Es un largo camino hacia Byron Bay
Hoy tenemos el trayecto más largo de la ruta por delante. Comenzamos bastante temprano con una pequeña parada para café en dirección a Byron Bay. En el camino hay una breve...


Publicado: 08.01.2025
Hoy es un día en el que mi teléfono podría haber tomado muchas fotos y videos geniales.
De cómo el divertido profesor de surf nos explica las olas. De cómo estoy de pie en la tabla de surf. De cómo los rayos del sol se rompen en el agua. De cómo me río cuando caigo al agua. De mi quemadura solar en el trasero. Fotos de los mechones de cabello en mi cara, porque la máscara de esnórquel arruina el peinado. Un video de la rápida travesía en el bote desde la orilla hasta las rocas, donde hacemos esnórquel. De Dory de 'Buscando a Nemo', a quien encuentro allí con su amiga, así como muchos peces payaso, 3 tortugas y tiburones Wobbegong. Podría haber tomado fotos de la vista hacia la inmensidad del mar, el cielo estrellado, el mar por la noche con la disco solvent en la playa.
No tomé ni una sola foto o video de ese tipo. Déjame mi teléfono y me solté, no por el agua o la arena. Algunas cosas se graban mejor con la cabeza, con los recuerdos, porque son demasiado hermosas para que cualquier cámara las capture. Y, algunas cosas tampoco puede conservar el mejor teléfono: el hormigueo en la piel cuando las pequeñas medusas te tocan.

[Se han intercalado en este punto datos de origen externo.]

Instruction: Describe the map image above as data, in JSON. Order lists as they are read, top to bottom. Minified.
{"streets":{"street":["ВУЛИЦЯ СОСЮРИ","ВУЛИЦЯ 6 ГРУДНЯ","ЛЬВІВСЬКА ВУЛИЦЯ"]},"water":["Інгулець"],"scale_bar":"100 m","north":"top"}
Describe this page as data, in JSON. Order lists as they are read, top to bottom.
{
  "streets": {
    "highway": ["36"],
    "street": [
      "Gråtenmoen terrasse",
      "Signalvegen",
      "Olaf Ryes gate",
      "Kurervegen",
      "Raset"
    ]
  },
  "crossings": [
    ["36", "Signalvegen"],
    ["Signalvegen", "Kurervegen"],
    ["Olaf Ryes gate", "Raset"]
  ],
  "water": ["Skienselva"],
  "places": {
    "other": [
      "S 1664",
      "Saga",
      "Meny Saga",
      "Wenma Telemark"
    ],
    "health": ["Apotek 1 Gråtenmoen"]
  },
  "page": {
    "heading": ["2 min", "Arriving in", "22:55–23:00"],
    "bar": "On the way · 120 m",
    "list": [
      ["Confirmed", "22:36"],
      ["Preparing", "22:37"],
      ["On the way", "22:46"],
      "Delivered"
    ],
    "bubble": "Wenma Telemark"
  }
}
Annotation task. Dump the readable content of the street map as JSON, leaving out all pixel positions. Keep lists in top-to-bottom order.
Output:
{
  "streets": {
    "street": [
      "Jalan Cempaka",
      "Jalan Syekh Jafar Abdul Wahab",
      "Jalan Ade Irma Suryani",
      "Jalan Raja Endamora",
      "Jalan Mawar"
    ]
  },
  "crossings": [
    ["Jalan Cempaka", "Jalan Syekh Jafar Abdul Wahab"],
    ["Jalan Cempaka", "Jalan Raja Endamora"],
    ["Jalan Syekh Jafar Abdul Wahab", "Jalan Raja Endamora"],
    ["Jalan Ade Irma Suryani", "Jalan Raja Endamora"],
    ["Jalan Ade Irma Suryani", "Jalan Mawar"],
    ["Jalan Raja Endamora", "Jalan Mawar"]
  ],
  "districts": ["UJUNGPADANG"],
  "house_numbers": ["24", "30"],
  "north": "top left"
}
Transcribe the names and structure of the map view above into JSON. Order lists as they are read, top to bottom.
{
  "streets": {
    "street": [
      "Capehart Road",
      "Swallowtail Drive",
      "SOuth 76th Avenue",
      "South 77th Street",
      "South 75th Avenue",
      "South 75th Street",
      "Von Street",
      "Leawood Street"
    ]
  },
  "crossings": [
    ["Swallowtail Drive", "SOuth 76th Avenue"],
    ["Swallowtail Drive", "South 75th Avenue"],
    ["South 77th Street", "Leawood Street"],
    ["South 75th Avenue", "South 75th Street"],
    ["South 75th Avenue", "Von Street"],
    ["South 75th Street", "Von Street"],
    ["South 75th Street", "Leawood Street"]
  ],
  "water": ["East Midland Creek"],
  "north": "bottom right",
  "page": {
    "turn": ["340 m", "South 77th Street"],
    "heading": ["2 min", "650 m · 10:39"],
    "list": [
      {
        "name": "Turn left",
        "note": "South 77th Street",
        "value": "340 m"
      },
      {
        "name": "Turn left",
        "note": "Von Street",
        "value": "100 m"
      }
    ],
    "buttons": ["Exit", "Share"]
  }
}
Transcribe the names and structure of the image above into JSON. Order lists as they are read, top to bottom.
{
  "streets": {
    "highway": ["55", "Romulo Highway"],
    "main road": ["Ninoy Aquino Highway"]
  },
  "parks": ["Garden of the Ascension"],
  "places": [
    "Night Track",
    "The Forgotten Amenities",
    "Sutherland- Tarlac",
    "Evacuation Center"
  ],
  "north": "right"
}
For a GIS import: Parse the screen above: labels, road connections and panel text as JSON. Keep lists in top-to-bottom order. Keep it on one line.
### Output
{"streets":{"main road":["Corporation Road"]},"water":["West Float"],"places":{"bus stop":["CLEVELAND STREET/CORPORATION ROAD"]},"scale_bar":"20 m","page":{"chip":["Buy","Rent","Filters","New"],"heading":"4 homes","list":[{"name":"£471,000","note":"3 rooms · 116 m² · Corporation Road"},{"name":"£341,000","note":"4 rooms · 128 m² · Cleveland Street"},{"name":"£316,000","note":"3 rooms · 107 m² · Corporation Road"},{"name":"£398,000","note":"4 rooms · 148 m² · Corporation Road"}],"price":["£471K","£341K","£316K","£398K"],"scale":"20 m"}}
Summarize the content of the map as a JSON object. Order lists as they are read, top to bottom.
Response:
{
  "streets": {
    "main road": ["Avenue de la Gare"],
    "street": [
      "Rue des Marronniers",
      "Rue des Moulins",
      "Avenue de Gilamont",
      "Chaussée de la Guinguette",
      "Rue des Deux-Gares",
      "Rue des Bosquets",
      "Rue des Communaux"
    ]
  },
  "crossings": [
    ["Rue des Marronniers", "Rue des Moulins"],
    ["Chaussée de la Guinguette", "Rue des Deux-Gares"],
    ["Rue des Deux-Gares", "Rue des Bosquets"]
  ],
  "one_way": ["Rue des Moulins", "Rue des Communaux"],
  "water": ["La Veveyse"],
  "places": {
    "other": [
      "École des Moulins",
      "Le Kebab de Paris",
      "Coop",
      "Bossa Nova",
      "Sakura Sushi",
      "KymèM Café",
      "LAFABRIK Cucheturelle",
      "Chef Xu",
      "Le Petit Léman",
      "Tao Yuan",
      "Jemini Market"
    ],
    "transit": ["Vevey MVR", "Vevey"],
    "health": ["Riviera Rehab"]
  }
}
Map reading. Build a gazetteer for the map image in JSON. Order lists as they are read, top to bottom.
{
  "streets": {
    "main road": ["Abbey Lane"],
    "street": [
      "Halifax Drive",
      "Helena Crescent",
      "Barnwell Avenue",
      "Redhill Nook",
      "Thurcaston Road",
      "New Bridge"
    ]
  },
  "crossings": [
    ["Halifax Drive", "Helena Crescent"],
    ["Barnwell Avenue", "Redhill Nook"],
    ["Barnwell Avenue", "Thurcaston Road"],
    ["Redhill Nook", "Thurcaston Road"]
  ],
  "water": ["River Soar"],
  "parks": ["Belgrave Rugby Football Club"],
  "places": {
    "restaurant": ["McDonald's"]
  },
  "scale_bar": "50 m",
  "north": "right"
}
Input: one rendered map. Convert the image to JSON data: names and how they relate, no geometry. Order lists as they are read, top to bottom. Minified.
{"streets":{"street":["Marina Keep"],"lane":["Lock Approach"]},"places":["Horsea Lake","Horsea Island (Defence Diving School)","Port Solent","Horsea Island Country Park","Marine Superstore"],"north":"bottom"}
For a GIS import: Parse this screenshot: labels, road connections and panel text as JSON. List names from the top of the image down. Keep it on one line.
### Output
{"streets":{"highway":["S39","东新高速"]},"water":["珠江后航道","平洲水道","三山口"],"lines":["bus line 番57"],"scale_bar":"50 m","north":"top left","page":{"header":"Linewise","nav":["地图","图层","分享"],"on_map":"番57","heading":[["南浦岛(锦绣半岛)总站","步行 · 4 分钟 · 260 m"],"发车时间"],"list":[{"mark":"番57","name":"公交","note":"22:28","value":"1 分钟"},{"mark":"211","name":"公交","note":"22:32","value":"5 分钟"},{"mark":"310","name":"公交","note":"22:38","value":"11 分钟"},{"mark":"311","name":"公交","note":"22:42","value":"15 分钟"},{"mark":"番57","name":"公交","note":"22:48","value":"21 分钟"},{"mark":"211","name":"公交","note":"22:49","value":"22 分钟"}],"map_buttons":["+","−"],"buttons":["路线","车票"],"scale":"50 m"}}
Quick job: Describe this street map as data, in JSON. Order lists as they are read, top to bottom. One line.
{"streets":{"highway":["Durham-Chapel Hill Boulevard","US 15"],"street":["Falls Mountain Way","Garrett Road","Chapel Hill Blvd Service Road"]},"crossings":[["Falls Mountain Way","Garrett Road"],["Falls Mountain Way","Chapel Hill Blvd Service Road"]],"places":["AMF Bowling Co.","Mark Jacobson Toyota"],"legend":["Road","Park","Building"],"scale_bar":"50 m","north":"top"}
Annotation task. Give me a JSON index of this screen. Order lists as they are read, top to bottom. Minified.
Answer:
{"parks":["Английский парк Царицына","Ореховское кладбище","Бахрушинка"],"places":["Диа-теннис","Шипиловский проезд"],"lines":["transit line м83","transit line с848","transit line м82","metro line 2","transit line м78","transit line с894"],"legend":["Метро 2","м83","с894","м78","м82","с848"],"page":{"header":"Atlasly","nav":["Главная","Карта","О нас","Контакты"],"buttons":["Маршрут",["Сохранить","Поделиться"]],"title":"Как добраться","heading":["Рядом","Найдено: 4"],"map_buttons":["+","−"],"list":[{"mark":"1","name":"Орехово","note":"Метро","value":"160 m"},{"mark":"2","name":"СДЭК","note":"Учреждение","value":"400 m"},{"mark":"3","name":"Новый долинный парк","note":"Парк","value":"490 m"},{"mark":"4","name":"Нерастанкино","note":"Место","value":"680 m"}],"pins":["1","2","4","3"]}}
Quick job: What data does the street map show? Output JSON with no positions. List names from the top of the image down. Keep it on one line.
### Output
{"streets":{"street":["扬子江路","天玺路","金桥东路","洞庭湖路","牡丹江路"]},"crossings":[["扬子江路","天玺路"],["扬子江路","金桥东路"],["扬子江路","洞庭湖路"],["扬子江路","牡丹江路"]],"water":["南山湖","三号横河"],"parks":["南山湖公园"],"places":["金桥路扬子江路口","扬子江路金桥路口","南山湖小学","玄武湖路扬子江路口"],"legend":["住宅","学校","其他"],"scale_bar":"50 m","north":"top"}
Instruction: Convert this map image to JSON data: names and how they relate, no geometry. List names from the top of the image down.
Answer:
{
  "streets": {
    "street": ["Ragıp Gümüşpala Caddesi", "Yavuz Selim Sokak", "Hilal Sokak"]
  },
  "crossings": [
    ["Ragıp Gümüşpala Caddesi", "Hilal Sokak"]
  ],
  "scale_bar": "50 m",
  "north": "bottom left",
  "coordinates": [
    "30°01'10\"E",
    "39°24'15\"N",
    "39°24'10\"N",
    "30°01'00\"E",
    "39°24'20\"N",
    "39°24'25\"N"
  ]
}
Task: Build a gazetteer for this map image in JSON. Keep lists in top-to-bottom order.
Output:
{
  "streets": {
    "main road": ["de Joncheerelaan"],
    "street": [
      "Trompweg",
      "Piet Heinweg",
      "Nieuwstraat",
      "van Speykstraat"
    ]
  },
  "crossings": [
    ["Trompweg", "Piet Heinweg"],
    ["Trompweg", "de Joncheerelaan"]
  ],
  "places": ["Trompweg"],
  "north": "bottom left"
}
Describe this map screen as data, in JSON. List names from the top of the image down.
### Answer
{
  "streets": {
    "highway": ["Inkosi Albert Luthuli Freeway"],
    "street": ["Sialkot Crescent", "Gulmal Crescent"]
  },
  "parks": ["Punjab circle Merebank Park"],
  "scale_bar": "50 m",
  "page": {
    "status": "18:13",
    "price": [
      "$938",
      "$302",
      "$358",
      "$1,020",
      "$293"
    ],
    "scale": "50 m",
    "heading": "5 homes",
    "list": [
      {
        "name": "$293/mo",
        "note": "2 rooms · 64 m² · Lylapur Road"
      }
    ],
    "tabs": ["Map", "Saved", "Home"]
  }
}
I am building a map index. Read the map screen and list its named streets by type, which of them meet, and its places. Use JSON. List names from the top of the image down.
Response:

La sensación de libertad al deslizarnos sobre las olas y la emoción al nadar en medio de un banco de peces coloridos. La cosquilleo de los rayos del sol que anuncia la quemadura solar. El sabor de la crema solar, del mar salado y del agua clorada de la canilla. El calor del suelo bajo los pies después de salir del bote. Esa agradable relajación de una copa de vino en buena compañía en la brisa del mar al atardecer.
Clic clic. Mi cerebro ha creado muchas imágenes de recuerdos sensoriales. Y eso es más que suficiente.